In which circumstances choose a simple registration towards social bodies or a liaison office…
If the foreign company simply wishes to hire one staff aimed at having contacts, collecting information, giving information for the mother company’s account, or assuming the advertising of it, it can consider two options: the first is to simply get a SIRET number to be registered towards social bodies. The second consist in creating a liaison office. To decide which the most suitable option is between a simple SIRET number and a liaison office – click here.
Consequently, the employees must never sign any order form in both these aforementioned situations. They have to be signed by the mother company’s representatives in the country of origin.
Concerning fiscal law, the liaison office does not have a literal existence. The charges of the liaison office are in principle deductible from the taxable income of the foreign company in its country of origin. However, if the liaison office has in fact commercial activities (see above), it can be requalified as a permanent establishment. In that case, in order to retrieve the French VAT that has burdened the prices of goods and services bought in France, the foreign company must appoint a fiscal representative in France. Such an appointement is not required if company is situated in a EU-Country.
…Or a branch or a subsidiary
If the activity within France is commercial, the mother company has to create a new branch. In order to do so, it has to register to the RCS in the 15 days following its opening, and appoint a representative for France. If the representative is not an EU citizen, he must, most of the time acquire a trader’s card (carte de commerçant), which is an authorization to do trade. Finally, every year, the foreign company has to file the annual accounts translated by a sworn translator to the aforementioned RCS.
According to the French tax regulations, the branch is considered as a permanent establishment, which designates for the purpose of tax treaties between countries of the OECD, a fixed establishment of business where the company practices all or a part of its activity: Are in particular permanent establishments, headquarters, transformation plants, construction sites which in time exceed 12 months. Are not considered as permanent establishments, non-commercial activities as storage, exposition, delivery, transformation by another company, etc.

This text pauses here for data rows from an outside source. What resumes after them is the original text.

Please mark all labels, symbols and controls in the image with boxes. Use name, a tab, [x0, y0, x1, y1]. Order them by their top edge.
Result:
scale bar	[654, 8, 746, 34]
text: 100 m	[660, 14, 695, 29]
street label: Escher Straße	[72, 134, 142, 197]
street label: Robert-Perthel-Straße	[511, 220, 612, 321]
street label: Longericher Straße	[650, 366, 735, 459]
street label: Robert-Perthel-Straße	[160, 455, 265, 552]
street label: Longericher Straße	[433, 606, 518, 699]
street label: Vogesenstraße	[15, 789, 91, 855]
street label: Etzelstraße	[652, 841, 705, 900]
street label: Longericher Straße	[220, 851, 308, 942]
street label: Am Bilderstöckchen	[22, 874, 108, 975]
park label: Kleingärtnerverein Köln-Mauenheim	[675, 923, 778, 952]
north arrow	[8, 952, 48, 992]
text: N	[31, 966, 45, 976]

Consequently, the branch is subject to corporate tax according to the common law rate. To determine its fiscal income, the accounting income needs to be restated, mainly to take into account that the branch is only an extension of the foreign company, which cannot be considered as a different legal entity. Moreover, the VAT of importation from countries belonging to the EU is not due. However, it must be paid for importation from other countries. For this purpose, the company has to appoint a fiscal representative.
Finally, the company can create a subsidiary company; which is detached from the mother company. The income is taxed in France (see Milestones when starting a business in France).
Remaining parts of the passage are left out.